Call Me by Your Name

Call Me by Your Name ★★★★★

Occasionally, you’ll say “Excuse me” when I happen to stand in your way, and “Thank you” when your ball drifts into my court and I hurl it back to you. With these few words, I find comfort in false hopes and hope in false starts. I’ll coddle anything instead of nothing. Even thinking that nothing can come of nothing gives me a leg to stand on, something to consider when I wake up in the middle of the night and can see nothing, not the blackout in my life, not the screen, not the cellar, not even hope and false comforts—just the joy of your imagined limb touching mine. I prefer the illusion of perpetual fasting to the certainty of famine. I have, I think, what’s called a broken heart.

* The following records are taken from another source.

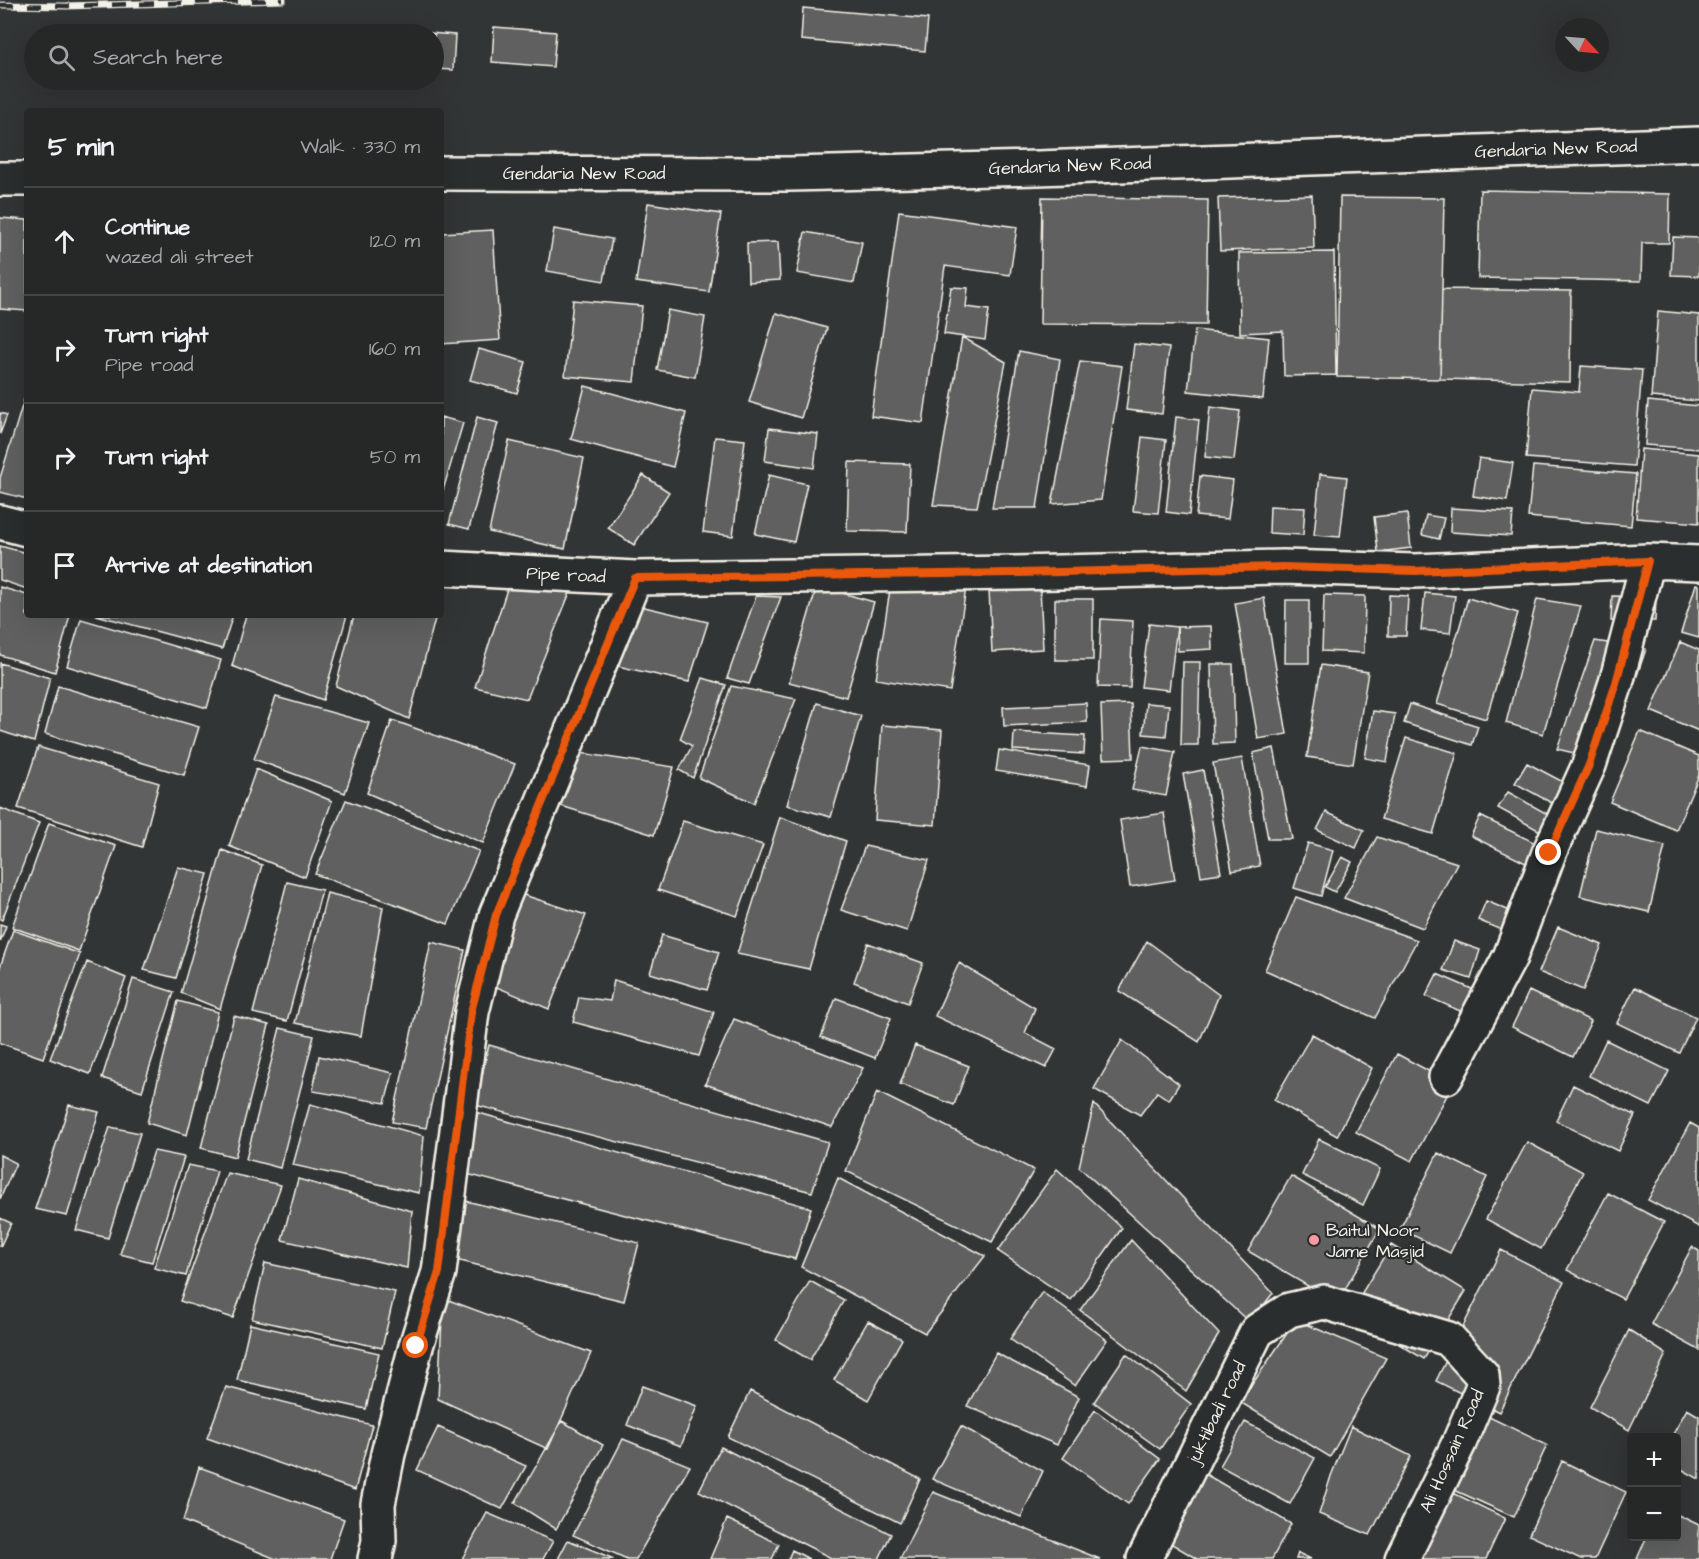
<!DOCTYPE html>
<meta charset="utf-8">
<style>
:root{--surface:#262828;--page:#323434;--text:#f1f3f6;--muted:#a4a6a8;--line:#424445}
body{margin:0;font-family:"Architects Daughter",sans-serif;background:var(--page);color:var(--text)}
.controls{position:absolute;right:18px;bottom:18px;display:grid;overflow:hidden;border-radius:6px;box-shadow:0 6px 24px #0002}
.controls button{width:54px;height:54px;display:grid;place-items:center;padding:0;border:0;border-bottom:2px solid var(--line);background:var(--surface);color:var(--text);font:30px sans-serif}
.compass{position:absolute;left:1555px;top:18px;width:54px;height:54px;border-radius:50%;background:var(--surface);box-shadow:0 6px 24px #0002;rotate:116deg}
.stop{position:absolute;width:18px;height:18px;margin:-14px;border:4px solid #ea580c;border-radius:50%;background:#fff}
.stop.end{background:#ea580c;border-color:#fff;box-shadow:0 2px 6px #0008}
.list{margin:0;padding:0;list-style:none}
h2{display:flex;justify-content:space-between;align-items:center;height:78px;margin:0;padding:0 24px;font-size:26px}
h2 small{font-size:20px;font-weight:400;color:var(--muted)}
.list li{display:grid;grid-template-columns:39px 1fr auto;gap:18px;align-items:center;box-sizing:border-box;height:108px;padding:0 24px;border-top:2px solid var(--line)}
.list b{display:block;font-size:22px;white-space:nowrap}
.list p{margin:0;font-size:20px;white-space:nowrap;color:var(--muted)}
.list em{font-size:20px;font-style:normal;color:var(--muted)}
.icon{flex:none;width:33px;height:33px;fill:none;stroke:currentColor;stroke-width:2;stroke-linecap:round;stroke-linejoin:round}
.map{position:relative;flex:none;width:1699px;height:1559px;overflow:hidden}
.search{position:absolute;background:var(--surface);box-shadow:0 6px 24px #0002;left:24px;top:24px;width:420px;height:66px;display:flex;align-items:center;gap:15px;box-sizing:border-box;padding:0 21px;border-radius:33px;color:var(--muted);font-size:22px}
.panel{position:absolute;background:var(--surface);box-shadow:0 6px 24px #0002;left:24px;top:108px;width:420px;height:510px;border-radius:6px}
.map>svg:first-child{display:block}
</style>
<div class="map">
<svg width="1699" height="1559" viewBox="0 0 1699 1559">
<rect width="100%" height="100%" fill="#323535"/>
<filter id="ink" filterUnits="userSpaceOnUse"><feTurbulence type="fractalNoise" baseFrequency=".0167" numOctaves="2"/><feDisplacementMap in="SourceGraphic" scale="12" xChannelSelector="R" yChannelSelector="G"/><feConvolveMatrix kernelMatrix="1 2 1 2 8 2 1 2 1" color-interpolation-filters="sRGB"/></filter>
<g filter="url(#ink)">
<path fill="#5f605f" stroke="#f4f1e8" stroke-width="1.5" d="M803,8L928,19L925,51L801,40Z
M351,27L455,35L453,70L434,69V34H350Z
M494,27L556,32L553,67L492,62Z
M1480,190L1670,194L1669,243H1642L1641,281L1478,278Z
M1312,195L1314,248L1220,251L1218,198Z
M1042,197L1208,200L1206,325L1040,324Z
M1340,197L1444,198L1440,379L1337,377Z
M648,203L721,214L709,292L636,282Z
M899,211L1017,227L1010,275L945,266L923,423L871,416Z
M0,218L27,220V311L0,309Z
M554,229L612,239L604,281L547,271Z
M493,230L500,340L441,344V233Z
M805,232L862,242L854,283L797,273Z
M1673,237L1699,238V276L1671,275Z
M778,242L780,280L748,282L747,243Z
M1334,252L1336,375L1284,376L1283,331L1240,333L1239,253Z
M951,287L968,288L966,307L989,310L985,340L944,334Z
M1442,289L1571,291L1570,382L1440,379Z
M573,300L642,306L634,382L565,376Z
M668,310L705,317L695,377L657,370Z
M1658,311L1699,315V401L1651,397Z
M776,313L827,328L801,418L749,402Z
M1195,330L1269,338L1263,399L1188,391Z
M962,337L1006,362L977,507L933,505Z
M1134,344L1169,348L1162,414L1126,410Z
M479,349L526,362L517,393L470,380Z
M1019,351L1060,359L1037,508H992Z
M1080,361L1122,366L1101,500L1052,504Z
M1581,366L1642,370L1634,466L1526,458L1532,388L1579,392Z
M585,386L686,413L673,467L571,439Z
M27,390V499L0,492V478Z
M1648,401L1699,406V449L1645,445Z
M1210,407L1240,411L1234,460L1205,457Z
M0,413L7,415L0,434Z
M441,417L463,423L441,497Z
M477,417L498,423L469,529L449,524Z
M1176,417L1199,420L1189,515L1166,512Z
M769,428L818,434L814,468L765,461Z
M715,437L745,440L733,536L703,532Z
M1142,437L1166,440L1158,513L1133,511Z
M509,441L584,458L565,549L489,532Z
M1641,449L1699,454V523L1636,518Z
M1479,458L1513,463L1507,501L1473,496Z
M849,462L910,464L907,532L847,531Z
M1533,466L1636,474L1631,526L1528,517Z
M1320,474L1347,477L1340,537L1314,535Z
M643,475L669,492L634,545L608,528Z
M769,475L807,484L794,542L755,534Z
M1200,476L1233,480L1228,519L1196,516Z
M1270,506L1305,508L1303,535L1269,533Z
M1451,508L1513,512L1511,536L1450,532Z
M1407,513L1411,548L1378,552L1374,517Z
M1426,515L1444,518L1439,539L1422,535Z
M0,546L27,553V589L0,580Z
M892,577L966,588L950,691L876,679Z
M1696,584L1699,585V638L1681,633Z
M508,586L571,590L527,699L475,687Z
M817,586L874,602L846,697L789,682Z
M0,587L27,595V615H70L55,672L0,655Z
M1040,588L1043,649L992,652L989,590Z
M1425,593L1455,596L1450,633L1421,630Z
M1324,595L1365,596L1364,653L1322,651Z
M1389,595L1408,596L1406,636H1388Z
M756,596L781,597L749,684L727,678Z
M1612,596L1656,597L1655,621H1611Z
M1264,598L1287,734L1258,739L1235,603Z
M1468,598L1518,613L1486,719L1437,704Z
M1055,599H1093V660H1055Z
M1537,599L1581,606L1543,734L1506,723Z
M1286,600H1309V663H1285Z
M636,605L708,622L689,682L613,665Z
M96,615H233L222,649Z
M246,615H347L323,700L232,666Z
M354,615H436L409,719L336,686Z
M81,619L221,660L207,708L67,666Z
M1101,619L1133,621L1130,688L1098,687Z
M1149,624L1177,627L1169,690L1141,687Z
M1211,626L1212,649L1178,651L1177,627Z
M1595,641L1646,649L1608,761L1557,749Z
M1680,642L1699,650V731L1651,711Z
M1183,662H1200L1198,745H1181Z
M0,663L50,678L34,742L0,731Z
M1211,664H1233L1235,743L1213,744Z
M1321,665L1368,672L1353,764L1307,757Z
M703,678L726,685L693,778L679,770L692,746L680,739Z
M58,686L199,727L184,775L45,734Z
M731,686L796,699L754,803L699,778Z
M276,697L369,723L345,793L254,759Z
M817,703L861,716L831,817L787,805Z
M1086,703L1087,722L1004,726L1003,707Z
M1146,703L1169,705L1166,736L1143,734Z
M1131,704L1133,758L1103,759L1101,705Z
M1410,704L1478,726L1472,745L1404,723Z
M1373,711L1395,714L1387,762L1365,758Z
M392,720L515,764L483,843L367,793Z
M882,725L942,730L935,825L875,820Z
M1640,731L1699,756V775L1676,830L1610,802Z
M1014,732L1085,736L1084,754L1013,750Z
M1406,738L1457,753L1433,834L1381,819Z
M1142,746L1175,752L1166,796L1132,790Z
M38,747L159,783L142,847L18,808Z
M1274,748L1292,839H1268L1253,753Z
M999,750L1090,765L1087,786L996,771Z
M580,753L674,767L654,835L558,805Z
M1242,758L1260,866L1232,871L1213,763Z
M1527,763L1584,793L1572,814L1515,783Z
M256,769L332,801L305,877L229,846Z
M1203,770L1221,873L1201,876L1183,774Z
M1508,792L1560,821L1551,837L1498,808Z
M346,800L479,851L448,924L315,874Z
M0,808L39,823L2,920L0,919Z
M1326,812L1364,830L1356,848L1317,830Z
M1164,813L1175,880L1130,887L1120,820Z
M1480,816L1560,855L1550,875L1471,836Z
M780,817L846,841L809,969L737,954Z
M683,821L763,845L737,916L658,890Z
M49,823L116,846L79,951L12,927Z
M1596,829L1665,846L1649,912L1580,896Z
M1377,837L1457,863L1423,928L1344,898Z
M1308,843L1333,850L1321,896L1294,888Z
M865,846L929,860L907,931L841,910Z
M222,850L262,865L220,1009L181,993Z
M1342,857L1352,862L1335,892L1325,887Z
M178,867L208,874L176,978L144,970Z
M287,882L322,890L287,1021L253,1013Z
M502,888L586,915L549,1009L473,977Z
M327,893L383,907L361,1036L295,1023Z
M1296,897L1417,940L1375,1018L1265,970Z
M1486,901L1522,916L1515,936L1478,920Z
M0,924L6,926L0,942Z
M1558,927L1602,945L1583,990L1539,972Z
M13,930L80,954L43,1058L0,1043V967Z
M662,935L719,952L707,990L650,973Z
M1147,941L1219,995L1199,1042L1119,991Z
M1454,941L1480,950L1471,979L1443,970Z
M431,942L465,950L426,1128L392,1122Z
M868,943L923,963L908,1003L854,982Z
M87,962L126,978L90,1074L50,1059Z
M959,963L1035,1008L1025,1033L1056,1049L1046,1068L935,1016Z
M1437,974L1495,999L1485,1022L1426,996Z
M133,979L174,992L142,1091L102,1078Z
M614,980L714,1012L699,1056L573,1022L579,997L610,1001Z
M1635,987L1696,1017L1679,1053L1617,1023Z
M1529,991L1591,1021L1573,1057L1512,1027Z
M836,998L891,1018L875,1058L821,1037Z
M178,1001L218,1012L187,1135L147,1123Z
M234,1016L269,1025L235,1157L201,1148Z
M734,1019L863,1068L832,1127L705,1084Z
M280,1028L314,1036L280,1168L246,1159Z
M1312,1034L1372,1068L1337,1136L1274,1100Z
M1122,1040L1179,1084L1169,1100L1157,1092L1140,1115L1094,1089Z
M1606,1040L1669,1071L1651,1106L1589,1076Z
M489,1045L828,1142L812,1192L475,1105Z
M915,1045L969,1066L954,1105L900,1084Z
M1397,1054L1453,1084L1412,1161L1356,1132Z
M319,1056L393,1073L385,1103L313,1091Z
M1573,1085L1635,1115L1618,1151L1556,1121Z
M877,1092L1034,1170L992,1242L846,1171Z
M310,1104L424,1136L419,1193L293,1165Z
M1094,1104L1273,1293L1250,1323L1079,1167Z
M69,1105L99,1112L67,1216L35,1209Z
M472,1111L811,1208L795,1259L459,1172Z
M1690,1123L1699,1128V1227L1648,1200Z
M110,1127L140,1133L108,1238L76,1230Z
M1319,1139L1380,1169L1363,1205L1302,1175Z
M1527,1142L1583,1172L1541,1249L1486,1219Z
M154,1151L184,1157L152,1262L120,1254Z
M1438,1153L1487,1177L1450,1253L1400,1229Z
M0,1155L16,1163L0,1199Z
M188,1165L217,1171L186,1276L154,1268Z
M1057,1169L1122,1228L1071,1300L998,1251Z
M227,1173L281,1185L233,1318L180,1301Z
M1291,1176L1380,1229L1337,1303L1248,1251Z
M838,1178L985,1256L925,1333L801,1267Z
M298,1179L412,1211L407,1268L282,1240Z
M1608,1193L1664,1222L1623,1299L1567,1270Z
M466,1201L639,1243L624,1301L452,1259Z
M0,1218L11,1223L0,1247Z
M1131,1240L1219,1334L1186,1391L1080,1310Z
M1391,1245L1466,1291L1424,1359L1349,1314Z
M1692,1247L1699,1251V1350L1651,1324Z
M1501,1250L1564,1282L1499,1412L1436,1381Z
M265,1263L395,1292L382,1348L252,1319Z
M810,1281L844,1300L810,1360L776,1340Z
M1042,1292L1107,1340L1075,1386L1010,1339Z
M443,1298L591,1353L548,1449L438,1399Z
M1296,1320L1386,1358L1330,1457L1240,1402Z
M868,1321L902,1339L868,1400L834,1380Z
M250,1324L379,1353L366,1409L237,1380Z
M1629,1330L1666,1354L1629,1430L1590,1407Z
M996,1353L1079,1397L1057,1445L967,1406Z
M1126,1354L1191,1404L1160,1449L1094,1402Z
M642,1386L697,1406L681,1446L627,1425Z
M226,1387L372,1425L355,1490L207,1438Z
M750,1391L920,1479L900,1523L728,1437Z
M1687,1409L1699,1416V1479L1676,1466V1438H1671Z
M1095,1410L1160,1459L1128,1504L1063,1458Z
M1483,1414L1547,1445L1514,1517L1450,1488Z
M562,1421L603,1445L556,1529L515,1503Z
M1245,1422L1315,1458L1290,1504L1220,1466Z
M961,1426L1043,1471L1021,1517L932,1479Z
M1351,1426L1411,1456L1370,1535L1319,1514L1331,1476Z
M438,1427L526,1466L502,1509L417,1470Z
M623,1439L690,1466L636,1559H627L573,1535Z
M721,1447L891,1534L879,1559H833L699,1491Z
M1562,1461L1626,1492L1595,1559H1581L1529,1535Z
M199,1467L344,1519L330,1559H276L183,1521Z
M1200,1471L1291,1524L1272,1559H1197L1167,1541Z
M1441,1487L1505,1518L1486,1559H1408Z
M933,1492L1100,1559H900Z
M487,1513L553,1541L543,1559H462Z
M1676,1514L1699,1525V1559H1637L1647,1536H1676Z
M727,1519L779,1544L772,1559H710Z
M568,1540L614,1559H558Z
M792,1550L809,1559H788Z
M1298,1553L1311,1559H1296Z"/>
<g fill="none" stroke-linecap="round" stroke-linejoin="round">
<g stroke="#f4f1e8" stroke-width="38">
<path id="minor" d="M0,522L27,529
M441,568L635,578L1015,573L1283,567L1415,571L1648,561L1699,563
M1446,1077L1510,957L1549,853L1589,765L1616,683L1648,561
M375,1559L379,1541L378,1504L388,1454L416,1346L439,1272L472,1012L496,915L635,578
M1144,1559L1257,1331L1289,1310L1324,1302L1449,1339L1482,1375L1483,1386L1459,1443L1402,1559"/>
</g>
<g stroke="#f4f1e8" stroke-width="38">
<path id="major" d="M441,173L790,174L1038,168L1699,144
M0,179H27"/>
</g>
<use href="#minor" stroke="#2a2d2e" stroke-width="33"/>
<use href="#major" stroke="#2a2d2e" stroke-width="33"/>
<g stroke="#f4f1e8" stroke-width="7">
<path id="rail" d="M0,5L66,6L283,0"/>
</g>
<use href="#rail" stroke="#2a2d2e" stroke-width="4.5" stroke-dasharray="14" stroke-linecap="butt"/>
</g>
</g>
<g fill="none" stroke-linecap="round" stroke-linejoin="round" filter="url(#ink)">
<path stroke="#ea580c" stroke-width="8" d="M416,1346L439,1272L471,1012L496,915L635,578L1016,573L1283,567L1415,571L1648,561L1616,683L1589,765L1549,853"/>
</g>
<circle fill="#ff9aa2" stroke="#2a2d2e" stroke-width="2" cx="1314" cy="1240" r="6"/>
<g text-anchor="middle" dominant-baseline="central" stroke-width="4.5" stroke-linejoin="round" paint-order="stroke">
<g font-size="18" fill="#f4f1e8" stroke="#2a2d2e">
<text transform="translate(1556 149) rotate(-2)">Gendaria New Road</text>
<text transform="translate(1070 166) rotate(-2)">Gendaria New Road</text>
<text x="584" y="173">Gendaria New Road</text>
<text transform="translate(566 575) rotate(3)">Pipe road</text>
<text transform="translate(1217 1412) rotate(-64)">juktibadi road</text>
<text transform="translate(1452 1451) rotate(-66)">Ali Hossain Road</text>
</g>
<g font-size="18" fill="#f4f1e8" stroke="#2a2d2e" text-anchor="start">
<text x="1326" y="1230">Baitul Noor<tspan x="1326" dy="21">Jame Masjid</tspan></text>
</g>
</g>
</svg>
<div class="controls">
<button>+</button>
<button>−</button>
</div>
<svg class="compass" viewBox="-18 -18 36 36"><path d="M0-13l5 13h-10z" fill="#e53935"/><path d="M0 13l5-13h-10z" fill="#a4a6a8"/></svg>
<div class="stop" style="left:416px;top:1346px"></div>
<div class="stop end" style="left:1549px;top:853px"></div>
<div class="search"><svg class="icon" aria-label="search" viewBox="0 0 24 24"><circle cx="10" cy="10" r="6"/><path d="M15 15l6 6"/></svg>Search here</div>
<section class="panel">
<h2>5 min<small>Walk · 330 m</small></h2>
<ul class="list">
<li><svg class="icon" aria-label="ahead" viewBox="0 0 24 24"><path d="M12 20V5M6 11l6-6 6 6"/></svg><div><b>Continue</b><p>wazed ali street</p></div><em>120 m</em></li>
<li><svg class="icon" aria-label="right" viewBox="0 0 24 24"><path d="M7 20v-9h11M14 6l5 5-5 5"/></svg><div><b>Turn right</b><p>Pipe road</p></div><em>160 m</em></li>
<li><svg class="icon" aria-label="right" viewBox="0 0 24 24"><path d="M7 20v-9h11M14 6l5 5-5 5"/></svg><div><b>Turn right</b></div><em>50 m</em></li>
<li><svg class="icon" aria-label="arrive" viewBox="0 0 24 24"><path d="M6 21V4h12l-3 4 3 4H6"/></svg><div><b>Arrive at destination</b></div></li>
</ul>
</section>
</div>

one of the main reasons i'm so fond of andre aciman's writing is the way he speaks about unrequited love. he approaches the subject and chooses his words so lovingly that you can clearly see he doesn't see this kind of love as pathetic, as most writers - or most people - would; in fact, he deems unreturned love as more exhilirating, more heartbreaking, more damning because of the fact that it's unreturned. this was beautifully exhibited in elio, and is seen even more extensively in his latest effort. so if you loved his writing in call me by your name, i cannot recommend his newest tale of love and loss, enigma variations, enough.

a love letter to love itself, aciman paints a 'passionate portrait of love's contradictory power', told through five stories centered around one person. needless to say, my favorite one is Manfred.